- Associated Press - Thursday, June 9, 2016

MINNEAPOLIS (AP) - State Rep. Tony Cornish’s letter to a Minnesota newspaper offering advice on how to “reduce the use of force by police” is being decried by the president of the Minneapolis NAACP.

Cornish’s letter was published Wednesday by the Star Tribune. The letter’s advice included not being “a thug” and not leading “a life of crime so that you come into frequent contact with police.”

The Vernon Center Republican wrote in another bullet point, “Don’t flap your jaws when the police arrive.
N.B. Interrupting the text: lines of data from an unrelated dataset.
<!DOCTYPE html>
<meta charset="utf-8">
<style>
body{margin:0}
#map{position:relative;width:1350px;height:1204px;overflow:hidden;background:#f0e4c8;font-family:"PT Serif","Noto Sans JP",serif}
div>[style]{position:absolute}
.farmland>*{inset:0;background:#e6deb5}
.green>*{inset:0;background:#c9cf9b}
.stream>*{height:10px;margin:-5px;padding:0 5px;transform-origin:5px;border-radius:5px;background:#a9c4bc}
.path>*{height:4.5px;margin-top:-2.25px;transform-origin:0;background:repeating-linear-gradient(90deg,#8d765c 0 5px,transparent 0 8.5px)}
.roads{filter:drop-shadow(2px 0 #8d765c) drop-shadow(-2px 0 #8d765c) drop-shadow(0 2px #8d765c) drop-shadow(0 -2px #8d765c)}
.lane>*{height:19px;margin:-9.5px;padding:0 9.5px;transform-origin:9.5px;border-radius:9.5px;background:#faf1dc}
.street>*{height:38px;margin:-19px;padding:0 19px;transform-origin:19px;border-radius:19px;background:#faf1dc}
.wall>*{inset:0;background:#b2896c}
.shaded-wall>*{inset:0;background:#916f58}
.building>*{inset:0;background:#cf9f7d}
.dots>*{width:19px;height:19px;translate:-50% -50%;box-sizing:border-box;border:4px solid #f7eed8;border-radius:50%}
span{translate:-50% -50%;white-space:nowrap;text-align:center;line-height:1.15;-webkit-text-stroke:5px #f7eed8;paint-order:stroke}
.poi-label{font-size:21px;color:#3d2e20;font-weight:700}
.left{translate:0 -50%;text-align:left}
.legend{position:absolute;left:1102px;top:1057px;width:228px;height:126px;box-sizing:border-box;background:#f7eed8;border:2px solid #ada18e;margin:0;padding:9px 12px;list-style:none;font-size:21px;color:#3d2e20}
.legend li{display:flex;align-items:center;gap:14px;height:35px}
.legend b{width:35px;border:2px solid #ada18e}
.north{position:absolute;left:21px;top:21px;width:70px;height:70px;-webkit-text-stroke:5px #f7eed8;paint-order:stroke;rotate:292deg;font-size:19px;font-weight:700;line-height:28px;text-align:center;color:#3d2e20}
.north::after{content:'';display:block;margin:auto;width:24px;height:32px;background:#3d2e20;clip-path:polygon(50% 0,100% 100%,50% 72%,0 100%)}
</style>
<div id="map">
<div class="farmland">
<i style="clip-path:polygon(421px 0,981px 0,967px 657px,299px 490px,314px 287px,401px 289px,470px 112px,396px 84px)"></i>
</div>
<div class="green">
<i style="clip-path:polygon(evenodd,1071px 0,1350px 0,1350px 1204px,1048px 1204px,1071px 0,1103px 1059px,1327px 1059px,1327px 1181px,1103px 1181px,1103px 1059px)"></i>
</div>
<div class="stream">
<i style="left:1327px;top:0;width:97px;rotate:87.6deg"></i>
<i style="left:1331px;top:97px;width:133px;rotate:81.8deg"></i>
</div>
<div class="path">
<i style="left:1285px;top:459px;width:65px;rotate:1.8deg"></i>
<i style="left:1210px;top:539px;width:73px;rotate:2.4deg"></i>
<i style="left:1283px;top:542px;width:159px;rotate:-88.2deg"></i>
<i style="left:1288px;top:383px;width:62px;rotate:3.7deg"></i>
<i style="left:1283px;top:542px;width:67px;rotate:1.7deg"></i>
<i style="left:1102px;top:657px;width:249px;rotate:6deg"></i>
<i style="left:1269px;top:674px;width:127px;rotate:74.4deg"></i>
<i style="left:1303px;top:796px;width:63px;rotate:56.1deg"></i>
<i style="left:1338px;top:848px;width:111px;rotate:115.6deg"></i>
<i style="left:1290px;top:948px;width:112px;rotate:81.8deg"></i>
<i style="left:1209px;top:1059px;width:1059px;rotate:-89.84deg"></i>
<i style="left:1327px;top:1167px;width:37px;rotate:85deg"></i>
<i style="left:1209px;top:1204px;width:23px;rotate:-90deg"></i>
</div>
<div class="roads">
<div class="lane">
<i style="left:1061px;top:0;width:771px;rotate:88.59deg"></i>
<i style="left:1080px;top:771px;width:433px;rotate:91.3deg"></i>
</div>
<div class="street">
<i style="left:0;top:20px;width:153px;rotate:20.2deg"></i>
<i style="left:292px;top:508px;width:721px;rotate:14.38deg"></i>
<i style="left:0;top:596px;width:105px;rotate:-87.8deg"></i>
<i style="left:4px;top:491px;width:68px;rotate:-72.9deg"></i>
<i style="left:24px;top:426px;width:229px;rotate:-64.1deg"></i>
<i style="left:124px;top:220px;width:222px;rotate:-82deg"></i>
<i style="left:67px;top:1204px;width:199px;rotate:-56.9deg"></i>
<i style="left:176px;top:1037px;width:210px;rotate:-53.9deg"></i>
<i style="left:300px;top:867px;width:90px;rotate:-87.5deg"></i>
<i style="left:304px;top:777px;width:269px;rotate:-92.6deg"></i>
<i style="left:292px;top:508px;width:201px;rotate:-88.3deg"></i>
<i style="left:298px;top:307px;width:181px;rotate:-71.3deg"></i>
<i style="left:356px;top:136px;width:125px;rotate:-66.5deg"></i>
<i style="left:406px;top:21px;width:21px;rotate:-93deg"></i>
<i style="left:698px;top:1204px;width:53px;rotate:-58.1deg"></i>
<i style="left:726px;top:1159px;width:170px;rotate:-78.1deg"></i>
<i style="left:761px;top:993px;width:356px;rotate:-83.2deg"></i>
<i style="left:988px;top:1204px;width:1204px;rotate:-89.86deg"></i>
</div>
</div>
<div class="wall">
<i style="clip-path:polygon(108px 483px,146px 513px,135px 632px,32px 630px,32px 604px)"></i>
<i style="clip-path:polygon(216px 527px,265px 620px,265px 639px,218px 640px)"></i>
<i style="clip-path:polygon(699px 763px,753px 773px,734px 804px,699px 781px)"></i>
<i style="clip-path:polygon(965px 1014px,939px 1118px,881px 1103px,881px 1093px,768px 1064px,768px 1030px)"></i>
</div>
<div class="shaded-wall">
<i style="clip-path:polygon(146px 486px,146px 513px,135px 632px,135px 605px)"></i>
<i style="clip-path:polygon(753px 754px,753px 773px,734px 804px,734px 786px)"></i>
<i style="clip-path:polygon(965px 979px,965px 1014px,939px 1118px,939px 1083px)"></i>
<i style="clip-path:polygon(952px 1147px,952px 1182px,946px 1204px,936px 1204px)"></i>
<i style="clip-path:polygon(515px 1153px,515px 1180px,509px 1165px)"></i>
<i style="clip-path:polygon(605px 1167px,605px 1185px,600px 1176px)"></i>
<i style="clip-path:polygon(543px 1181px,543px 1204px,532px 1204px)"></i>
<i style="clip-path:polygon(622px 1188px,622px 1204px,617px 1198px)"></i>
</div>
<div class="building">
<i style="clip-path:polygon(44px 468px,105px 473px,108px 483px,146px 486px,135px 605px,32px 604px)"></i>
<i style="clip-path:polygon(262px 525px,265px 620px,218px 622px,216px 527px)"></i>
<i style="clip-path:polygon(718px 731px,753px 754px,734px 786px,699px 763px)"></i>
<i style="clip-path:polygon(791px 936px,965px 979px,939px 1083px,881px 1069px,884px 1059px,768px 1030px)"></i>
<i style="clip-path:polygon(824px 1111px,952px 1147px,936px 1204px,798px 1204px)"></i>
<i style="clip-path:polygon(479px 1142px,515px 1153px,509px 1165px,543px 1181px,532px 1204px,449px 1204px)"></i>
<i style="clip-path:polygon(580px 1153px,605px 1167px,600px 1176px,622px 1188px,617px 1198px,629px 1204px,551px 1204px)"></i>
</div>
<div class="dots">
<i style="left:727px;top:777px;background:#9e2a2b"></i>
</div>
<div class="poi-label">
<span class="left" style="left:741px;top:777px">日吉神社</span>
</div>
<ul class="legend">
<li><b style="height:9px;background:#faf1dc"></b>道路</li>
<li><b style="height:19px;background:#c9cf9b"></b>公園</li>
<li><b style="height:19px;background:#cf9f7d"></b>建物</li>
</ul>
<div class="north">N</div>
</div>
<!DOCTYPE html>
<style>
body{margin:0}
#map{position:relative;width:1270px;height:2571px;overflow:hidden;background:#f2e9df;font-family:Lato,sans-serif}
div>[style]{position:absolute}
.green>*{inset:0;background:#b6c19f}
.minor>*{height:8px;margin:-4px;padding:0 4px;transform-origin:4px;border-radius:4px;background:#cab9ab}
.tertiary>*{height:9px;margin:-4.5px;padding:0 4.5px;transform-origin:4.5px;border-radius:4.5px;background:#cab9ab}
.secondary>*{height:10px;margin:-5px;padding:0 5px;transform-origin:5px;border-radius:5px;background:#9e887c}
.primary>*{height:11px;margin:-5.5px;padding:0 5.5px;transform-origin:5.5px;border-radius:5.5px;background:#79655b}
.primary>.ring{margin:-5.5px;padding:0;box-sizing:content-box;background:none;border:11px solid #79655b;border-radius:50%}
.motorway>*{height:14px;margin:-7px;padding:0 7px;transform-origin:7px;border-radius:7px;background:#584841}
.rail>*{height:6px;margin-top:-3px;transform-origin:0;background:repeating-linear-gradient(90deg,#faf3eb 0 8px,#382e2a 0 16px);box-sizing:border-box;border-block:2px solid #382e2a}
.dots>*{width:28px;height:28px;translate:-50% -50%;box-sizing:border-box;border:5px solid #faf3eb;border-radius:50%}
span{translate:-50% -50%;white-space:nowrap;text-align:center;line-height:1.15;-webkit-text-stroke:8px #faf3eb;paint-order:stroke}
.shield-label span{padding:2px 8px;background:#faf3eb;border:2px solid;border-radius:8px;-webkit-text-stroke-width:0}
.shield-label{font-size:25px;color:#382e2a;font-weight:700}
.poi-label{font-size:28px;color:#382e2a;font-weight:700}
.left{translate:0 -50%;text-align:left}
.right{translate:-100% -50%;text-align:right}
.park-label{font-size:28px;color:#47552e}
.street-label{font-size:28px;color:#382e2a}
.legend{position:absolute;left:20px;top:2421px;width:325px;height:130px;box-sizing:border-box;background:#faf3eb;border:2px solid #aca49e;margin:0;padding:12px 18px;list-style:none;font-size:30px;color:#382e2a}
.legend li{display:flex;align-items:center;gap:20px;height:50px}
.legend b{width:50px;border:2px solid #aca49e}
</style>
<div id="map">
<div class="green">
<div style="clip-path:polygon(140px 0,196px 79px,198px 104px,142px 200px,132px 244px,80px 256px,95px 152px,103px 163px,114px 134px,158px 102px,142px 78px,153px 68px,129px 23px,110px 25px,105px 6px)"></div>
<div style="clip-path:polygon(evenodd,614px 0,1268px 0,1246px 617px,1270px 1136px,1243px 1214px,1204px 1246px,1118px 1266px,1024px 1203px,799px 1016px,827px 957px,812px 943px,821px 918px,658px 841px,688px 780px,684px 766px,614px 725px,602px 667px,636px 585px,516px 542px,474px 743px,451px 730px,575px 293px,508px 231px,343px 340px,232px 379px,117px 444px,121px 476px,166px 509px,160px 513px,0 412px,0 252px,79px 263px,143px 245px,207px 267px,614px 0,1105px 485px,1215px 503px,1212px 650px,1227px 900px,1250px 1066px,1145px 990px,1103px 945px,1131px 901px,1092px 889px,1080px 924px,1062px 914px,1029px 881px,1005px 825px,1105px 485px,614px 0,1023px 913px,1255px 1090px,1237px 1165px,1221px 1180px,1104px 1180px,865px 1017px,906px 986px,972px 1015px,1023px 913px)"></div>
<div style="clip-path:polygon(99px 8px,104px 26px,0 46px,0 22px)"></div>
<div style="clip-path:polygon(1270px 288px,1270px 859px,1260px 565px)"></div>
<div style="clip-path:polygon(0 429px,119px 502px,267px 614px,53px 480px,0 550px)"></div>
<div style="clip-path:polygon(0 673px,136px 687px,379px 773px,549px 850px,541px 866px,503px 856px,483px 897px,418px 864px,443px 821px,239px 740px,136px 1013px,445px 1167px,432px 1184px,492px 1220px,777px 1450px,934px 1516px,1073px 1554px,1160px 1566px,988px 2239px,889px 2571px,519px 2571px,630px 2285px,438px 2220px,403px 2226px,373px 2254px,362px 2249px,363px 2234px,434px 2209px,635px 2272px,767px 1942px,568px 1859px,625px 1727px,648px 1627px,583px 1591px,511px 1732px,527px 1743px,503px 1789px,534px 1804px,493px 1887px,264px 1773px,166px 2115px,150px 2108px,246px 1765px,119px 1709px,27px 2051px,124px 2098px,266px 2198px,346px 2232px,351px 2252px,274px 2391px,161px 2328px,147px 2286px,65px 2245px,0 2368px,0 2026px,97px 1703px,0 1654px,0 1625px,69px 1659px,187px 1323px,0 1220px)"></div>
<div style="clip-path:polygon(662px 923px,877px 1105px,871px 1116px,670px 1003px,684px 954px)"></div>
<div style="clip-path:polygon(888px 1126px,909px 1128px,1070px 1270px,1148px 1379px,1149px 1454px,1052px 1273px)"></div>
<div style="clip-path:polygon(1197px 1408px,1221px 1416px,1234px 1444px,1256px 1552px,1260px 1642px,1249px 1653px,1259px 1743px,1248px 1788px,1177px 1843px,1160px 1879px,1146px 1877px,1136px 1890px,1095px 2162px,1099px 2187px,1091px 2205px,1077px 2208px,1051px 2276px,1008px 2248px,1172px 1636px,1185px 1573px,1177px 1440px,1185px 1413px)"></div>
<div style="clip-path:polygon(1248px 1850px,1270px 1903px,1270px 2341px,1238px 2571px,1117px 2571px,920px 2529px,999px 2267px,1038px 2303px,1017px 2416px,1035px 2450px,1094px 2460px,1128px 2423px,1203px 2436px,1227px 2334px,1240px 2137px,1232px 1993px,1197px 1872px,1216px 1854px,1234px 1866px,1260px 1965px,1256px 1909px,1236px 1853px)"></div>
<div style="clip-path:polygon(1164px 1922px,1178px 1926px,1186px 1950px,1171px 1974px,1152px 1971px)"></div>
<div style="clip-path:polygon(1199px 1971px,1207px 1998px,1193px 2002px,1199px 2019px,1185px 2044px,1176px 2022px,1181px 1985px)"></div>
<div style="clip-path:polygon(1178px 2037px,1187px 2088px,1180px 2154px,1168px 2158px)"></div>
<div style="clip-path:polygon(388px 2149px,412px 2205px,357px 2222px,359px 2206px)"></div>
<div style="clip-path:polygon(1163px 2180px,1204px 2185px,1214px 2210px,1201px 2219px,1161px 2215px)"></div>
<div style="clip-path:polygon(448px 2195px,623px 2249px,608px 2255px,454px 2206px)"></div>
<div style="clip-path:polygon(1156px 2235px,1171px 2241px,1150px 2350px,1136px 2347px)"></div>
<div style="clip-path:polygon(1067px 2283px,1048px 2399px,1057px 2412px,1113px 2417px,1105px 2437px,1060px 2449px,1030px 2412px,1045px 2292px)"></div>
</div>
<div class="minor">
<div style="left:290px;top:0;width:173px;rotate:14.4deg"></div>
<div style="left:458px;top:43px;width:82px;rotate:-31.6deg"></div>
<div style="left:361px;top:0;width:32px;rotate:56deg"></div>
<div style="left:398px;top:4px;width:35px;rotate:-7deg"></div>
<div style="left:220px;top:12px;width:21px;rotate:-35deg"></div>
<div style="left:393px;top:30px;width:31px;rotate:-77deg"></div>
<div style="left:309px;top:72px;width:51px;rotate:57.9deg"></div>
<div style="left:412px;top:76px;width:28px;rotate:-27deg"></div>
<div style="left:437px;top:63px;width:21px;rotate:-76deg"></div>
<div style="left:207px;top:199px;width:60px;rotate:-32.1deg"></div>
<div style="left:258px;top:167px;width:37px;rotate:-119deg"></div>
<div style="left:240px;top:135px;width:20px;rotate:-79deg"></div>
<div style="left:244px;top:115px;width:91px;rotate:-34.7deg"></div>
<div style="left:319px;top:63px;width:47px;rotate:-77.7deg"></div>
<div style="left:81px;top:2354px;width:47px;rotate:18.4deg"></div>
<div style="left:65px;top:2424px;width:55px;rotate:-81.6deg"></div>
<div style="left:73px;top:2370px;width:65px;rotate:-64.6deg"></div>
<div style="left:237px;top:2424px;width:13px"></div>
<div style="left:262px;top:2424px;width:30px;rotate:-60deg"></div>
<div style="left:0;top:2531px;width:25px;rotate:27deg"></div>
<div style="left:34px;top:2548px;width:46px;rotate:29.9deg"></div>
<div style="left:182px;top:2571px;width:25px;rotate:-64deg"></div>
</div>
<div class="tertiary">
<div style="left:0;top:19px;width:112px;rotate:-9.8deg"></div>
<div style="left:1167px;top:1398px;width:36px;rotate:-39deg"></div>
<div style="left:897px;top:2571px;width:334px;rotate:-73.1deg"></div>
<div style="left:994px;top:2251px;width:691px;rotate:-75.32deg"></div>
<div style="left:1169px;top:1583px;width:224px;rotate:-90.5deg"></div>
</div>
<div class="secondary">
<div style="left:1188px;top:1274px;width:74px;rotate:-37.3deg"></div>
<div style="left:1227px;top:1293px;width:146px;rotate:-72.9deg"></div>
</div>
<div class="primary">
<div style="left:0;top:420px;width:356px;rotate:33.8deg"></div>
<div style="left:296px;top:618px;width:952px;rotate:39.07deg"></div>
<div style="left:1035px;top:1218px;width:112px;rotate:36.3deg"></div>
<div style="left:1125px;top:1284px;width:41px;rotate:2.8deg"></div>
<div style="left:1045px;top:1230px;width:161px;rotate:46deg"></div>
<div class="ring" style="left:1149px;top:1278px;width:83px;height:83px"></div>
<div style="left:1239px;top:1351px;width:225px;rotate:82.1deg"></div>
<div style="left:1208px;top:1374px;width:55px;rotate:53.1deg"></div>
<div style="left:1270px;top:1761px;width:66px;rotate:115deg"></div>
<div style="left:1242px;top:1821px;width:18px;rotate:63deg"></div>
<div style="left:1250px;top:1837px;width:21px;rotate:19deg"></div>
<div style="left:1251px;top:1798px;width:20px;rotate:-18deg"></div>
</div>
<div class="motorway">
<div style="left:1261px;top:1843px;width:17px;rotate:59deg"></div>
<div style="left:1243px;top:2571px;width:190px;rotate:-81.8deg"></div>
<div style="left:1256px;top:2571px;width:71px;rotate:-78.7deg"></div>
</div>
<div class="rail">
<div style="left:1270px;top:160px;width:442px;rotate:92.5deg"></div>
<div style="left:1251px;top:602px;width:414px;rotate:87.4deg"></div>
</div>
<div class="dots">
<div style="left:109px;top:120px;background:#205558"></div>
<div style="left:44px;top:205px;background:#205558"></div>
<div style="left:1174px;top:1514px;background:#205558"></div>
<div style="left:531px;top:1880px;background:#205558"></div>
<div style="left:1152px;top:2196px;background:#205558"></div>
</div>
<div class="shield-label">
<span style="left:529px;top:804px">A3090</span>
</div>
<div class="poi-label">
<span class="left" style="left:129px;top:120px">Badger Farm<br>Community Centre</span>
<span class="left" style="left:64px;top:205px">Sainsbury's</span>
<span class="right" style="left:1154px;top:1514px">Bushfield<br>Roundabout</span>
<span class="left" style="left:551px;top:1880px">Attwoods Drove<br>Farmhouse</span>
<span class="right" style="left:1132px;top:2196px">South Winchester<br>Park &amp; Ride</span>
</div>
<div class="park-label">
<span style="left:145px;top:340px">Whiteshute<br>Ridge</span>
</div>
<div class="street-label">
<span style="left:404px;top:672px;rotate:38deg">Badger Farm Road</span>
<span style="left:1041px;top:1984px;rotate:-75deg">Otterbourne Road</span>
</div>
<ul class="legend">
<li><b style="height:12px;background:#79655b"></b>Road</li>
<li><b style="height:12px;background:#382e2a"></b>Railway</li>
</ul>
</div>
Don’t disobey the requests of the police at the time. If you think you are wrongfully treated, make the complaint later.”

Minneapolis NAACP president Nekima Levy-Pounds decried Cornish’s letter. She said the word “thug” was a coded reference for black men.

“I’m disgusted that one of our state legislators would feel comfortable writing a racially charged op-ed that reinforces negative stereotypes about African-Americans,” she said.

Cornish stood by the letter, telling the newspaper (http://strib.mn/1VP6uQj ) that he was speaking out for “cops” who “haven’t had any voice.”

Remarks by Cornish don’t reflect reality for many black Minneapolis residents, said 28-year-old Joseph Chase Elliott. He’s an organizer with Minneapolis nonprofit Neighborhoods Organizing for Change.

“A lot of people do exactly what police say,” Elliott said. “They tell you to do certain things. People do it and still get harassed.”